When parties negotiate to their mutual benefit, it is to their benefit relative to the status quo. When the status quo presents one agent an outside option that is untenable, say starvation, is bargaining voluntary, even if the other agent is not directly threatening starvation? The difficulty with the `do no harm’ principle in policy matters is the assumption that the status quo does less harm than a change in it would. This is not clear to me at all. Let me illustrate this  with two examples to be found in any standard microeconomic text book.

Assuming a perfectly competitive market, imposing a minimum wage constraint above the equilibrium wage would reduce total welfare. What if the labor market were not perfectly competitive? In particular, suppose it was a monopsony employer constrained to offer the same wage to everyone employed. Then, imposing a minimum wage above the monopsonist’s optimal wage would increase total welfare.

In the movie Elysium, the 1%, set up a gated community in space to separate themselves from the proles. Why only one Elysium? On earth, there is still a teeming mass of humanity that needs goods and services. Fertile ground for another 1% arise to meet these needs and eventually build another Elysium. Perhaps there is no property rights regime on Earth that encourages investment etc. Not the case in the movie because there is a police force, legal and parole system apparently administered by Robots. Furthermore, the robots are controlled by the 1% off site. Why do the 1% need to maintain control of the denizens of Earth? Elysium appears to be completely self-sustaining. No resources are apparently needed by it from the Earth. The only visible operation run by Elysium on earth is a company that manufactures robots. The head man is an Elysium expatriate but everyone else working at the factory is a denizen of Earth. Is Earth a banana republic to which Elysium outsources production? No, contradicts the self-sustaining assumption earlier. In short, the economics of the world envisioned in the movie make no sense. It used to be that scientific plausibility was a constraint on science fiction (otherwise its fantasy or magical realism for snobs). I’d add another criteria, economic plausibility. Utopias (or dystopias) must be economically plausible. With these words, can I lay claim to have started to a new branch of literary criticism: the economic analysis of utopian/dystopian fiction?

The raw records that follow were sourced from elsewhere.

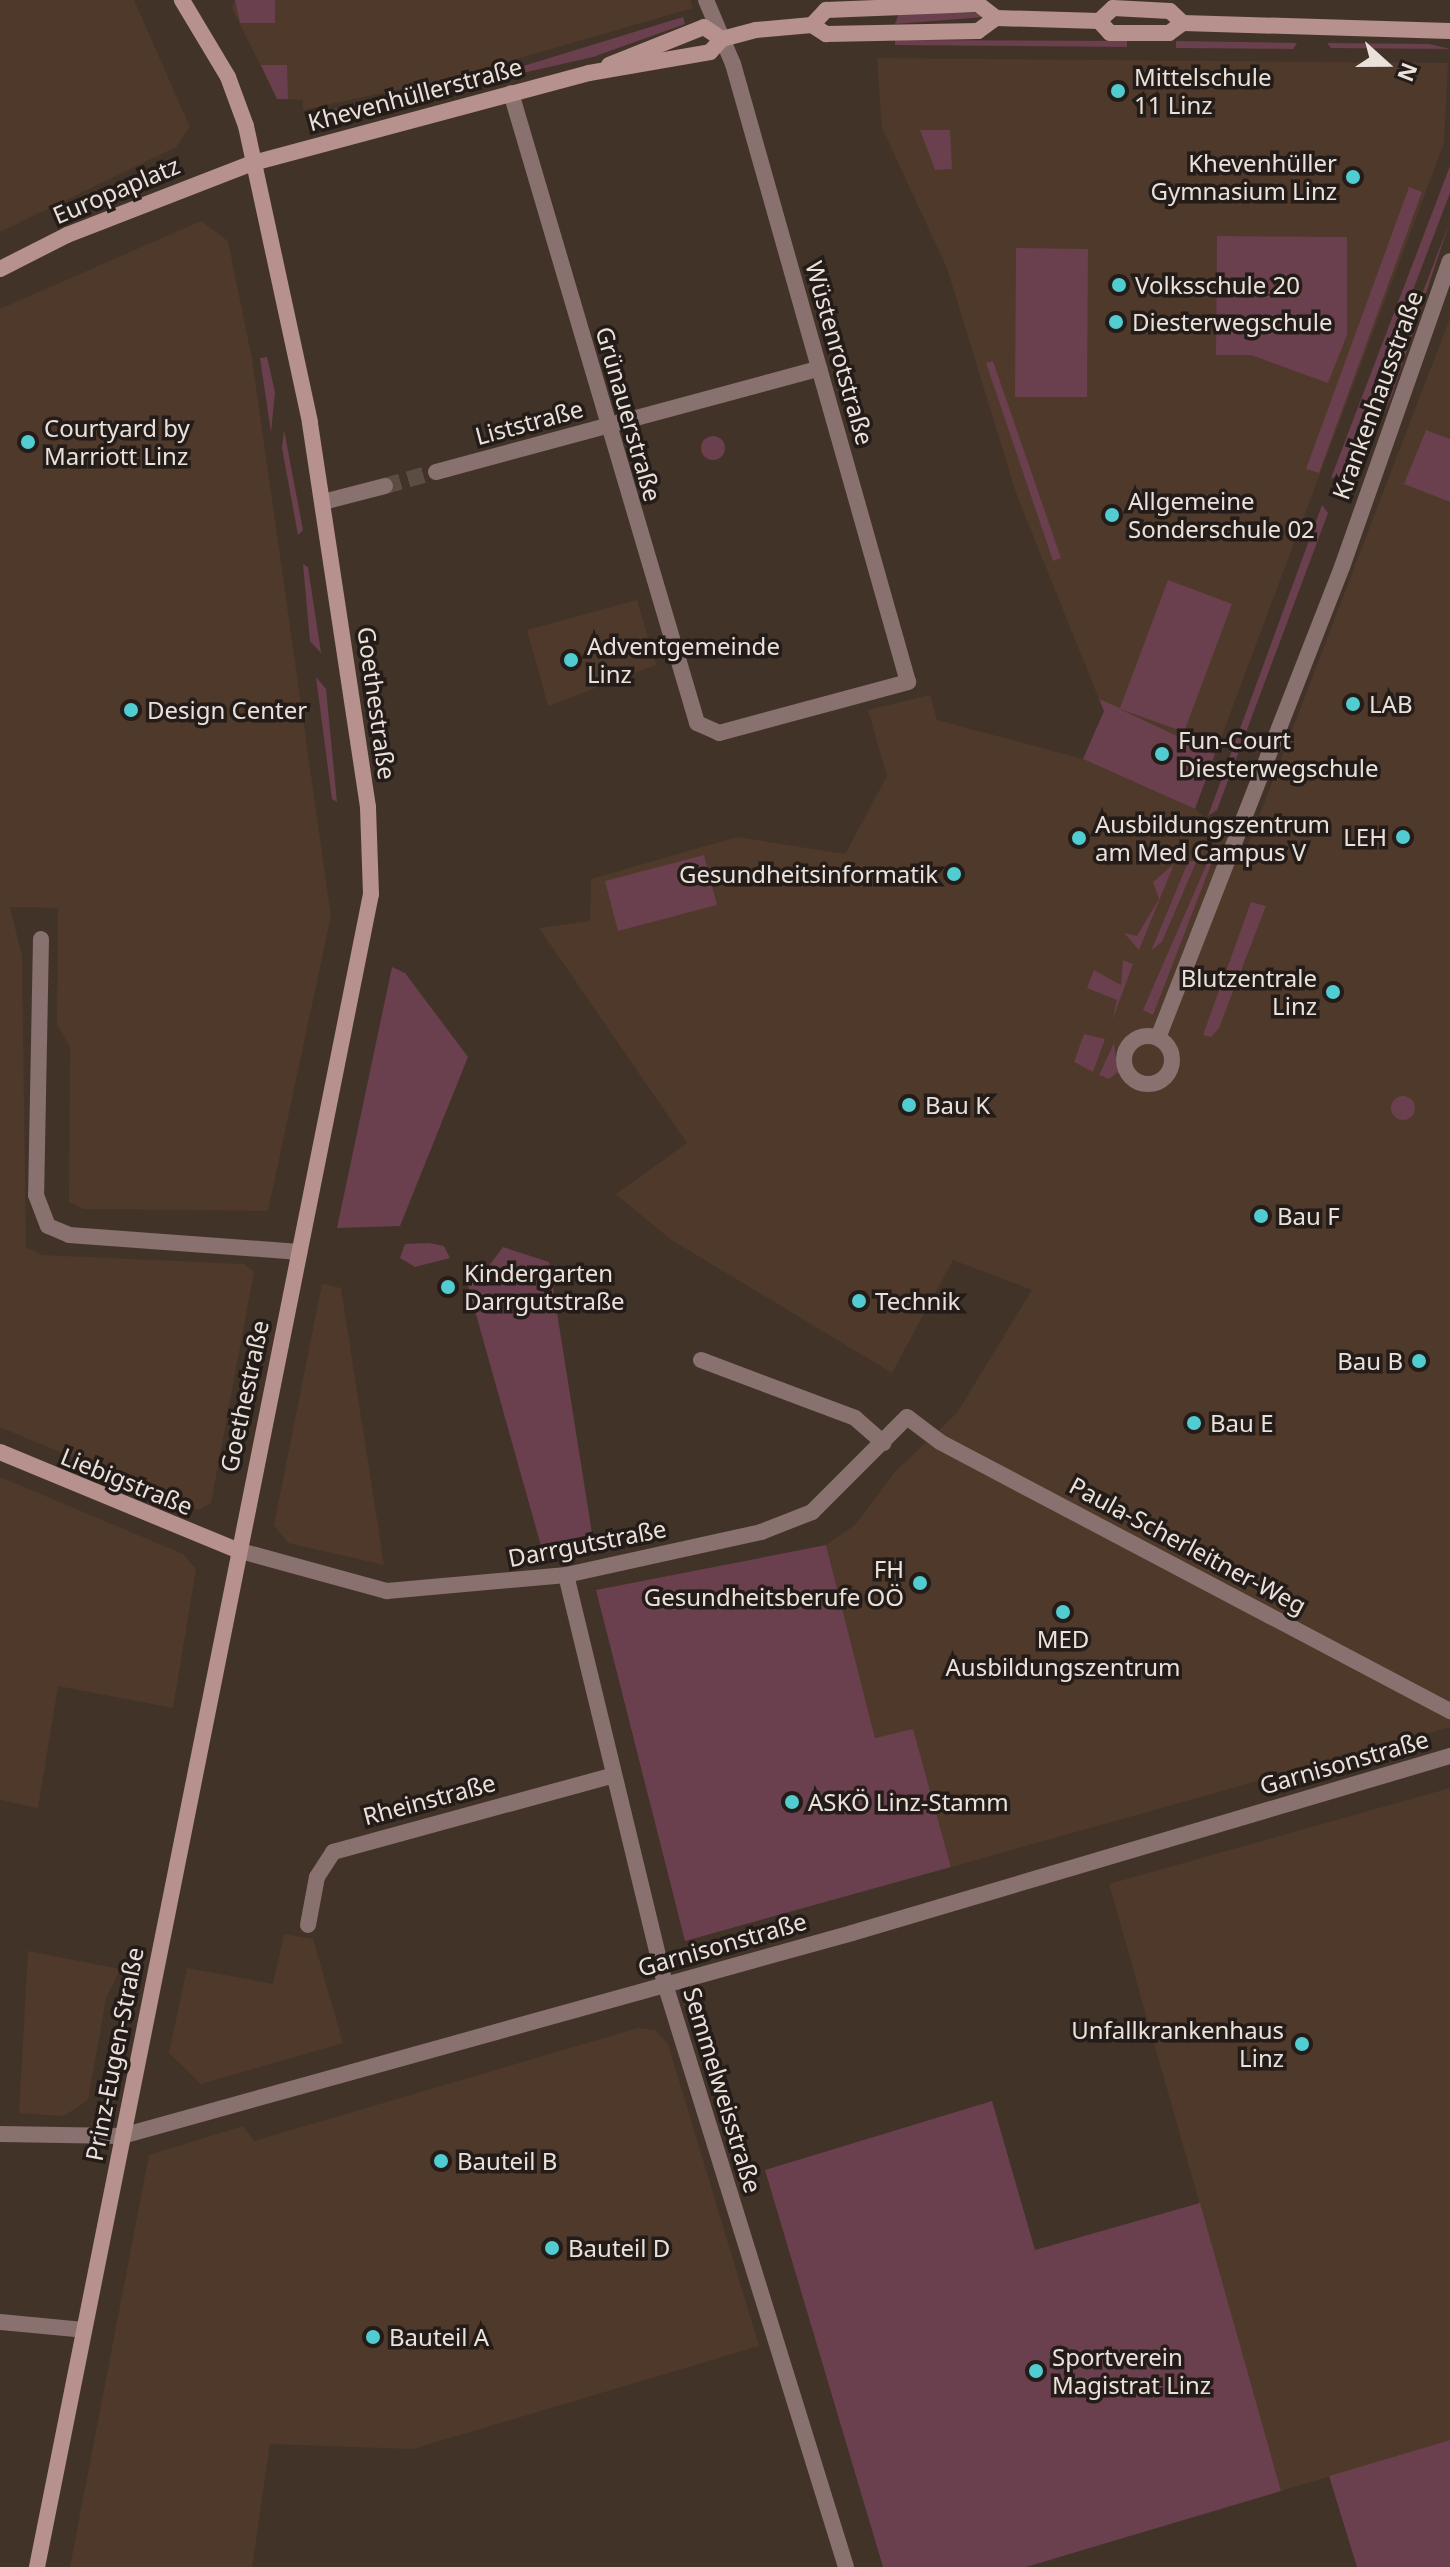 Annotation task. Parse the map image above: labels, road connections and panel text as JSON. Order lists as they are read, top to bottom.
{
  "streets": {
    "main road": [
      "Khevenhüllerstraße",
      "Europaplatz",
      "Goethestraße",
      "Liebigstraße",
      "Prinz-Eugen-Straße"
    ],
    "street": [
      "Wüstenrotstraße",
      "Krankenhausstraße",
      "Grünauerstraße",
      "Liststraße",
      "Darrgutstraße",
      "Paula-Scherleitner-Weg",
      "Garnisonstraße",
      "Rheinstraße",
      "Semmelweisstraße"
    ]
  },
  "crossings": [
    ["Khevenhüllerstraße", "Europaplatz"],
    ["Khevenhüllerstraße", "Wüstenrotstraße"],
    ["Khevenhüllerstraße", "Grünauerstraße"],
    ["Khevenhüllerstraße", "Goethestraße"],
    ["Europaplatz", "Goethestraße"],
    ["Wüstenrotstraße", "Grünauerstraße"],
    ["Wüstenrotstraße", "Liststraße"],
    ["Grünauerstraße", "Liststraße"],
    ["Goethestraße", "Liebigstraße"],
    ["Goethestraße", "Darrgutstraße"],
    ["Goethestraße", "Prinz-Eugen-Straße"],
    ["Liebigstraße", "Darrgutstraße"],
    ["Liebigstraße", "Prinz-Eugen-Straße"],
    ["Darrgutstraße", "Paula-Scherleitner-Weg"],
    ["Darrgutstraße", "Prinz-Eugen-Straße"],
    ["Darrgutstraße", "Semmelweisstraße"],
    ["Garnisonstraße", "Prinz-Eugen-Straße"],
    ["Garnisonstraße", "Semmelweisstraße"],
    ["Rheinstraße", "Semmelweisstraße"]
  ],
  "places": [
    "Mittelschule 11 Linz",
    "Khevenhüller Gymnasium Linz",
    "Volksschule 20",
    "Diesterwegschule",
    "Courtyard by Marriott Linz",
    "Allgemeine Sonderschule 02",
    "Adventgemeinde Linz",
    "LAB",
    "Design Center",
    "Fun-Court Diesterwegschule",
    "LEH",
    "Ausbildungszentrum am Med Campus V",
    "Gesundheitsinformatik",
    "Blutzentrale Linz",
    "Bau K",
    "Bau F",
    "Kindergarten Darrgutstraße",
    "Technik",
    "Bau B",
    "Bau E",
    "FH Gesundheitsberufe OÖ",
    "MED Ausbildungszentrum",
    "ASKÖ Linz-Stamm",
    "Unfallkrankenhaus Linz",
    "Bauteil B",
    "Bauteil D",
    "Bauteil A",
    "Sportverein Magistrat Linz"
  ],
  "north": "right"
}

Back to the subject of this post. Pay attention to the robots in the movie. They have the agility and dexterity of humans. They are stronger. They can even detect sarcasm. Given this, its unclear why human are needed to work in the robot factory. Robots could be used to repair robots and produce new ones. What should such a world look like? Well I need only one `universal’ robot to begin with to produce and maintain robots for other tasks: farming, medical care, construction etc. Trade would become unnecessary for most goods and services. The only scarce resource would be the materials needed to produce and maintain robots (metals, rare earths etc.). Profits would accrue to the individuals who owned these resources. These individuals might trade among themselves, but would have no reason to trade with anyone outside this group. So, a small group of individuals would maintain large armies of robots to meet their needs and maintain their property rights over the inputs to robot production. Everyone else is surplus to needs. Thats a movie I would go to the cinema to see!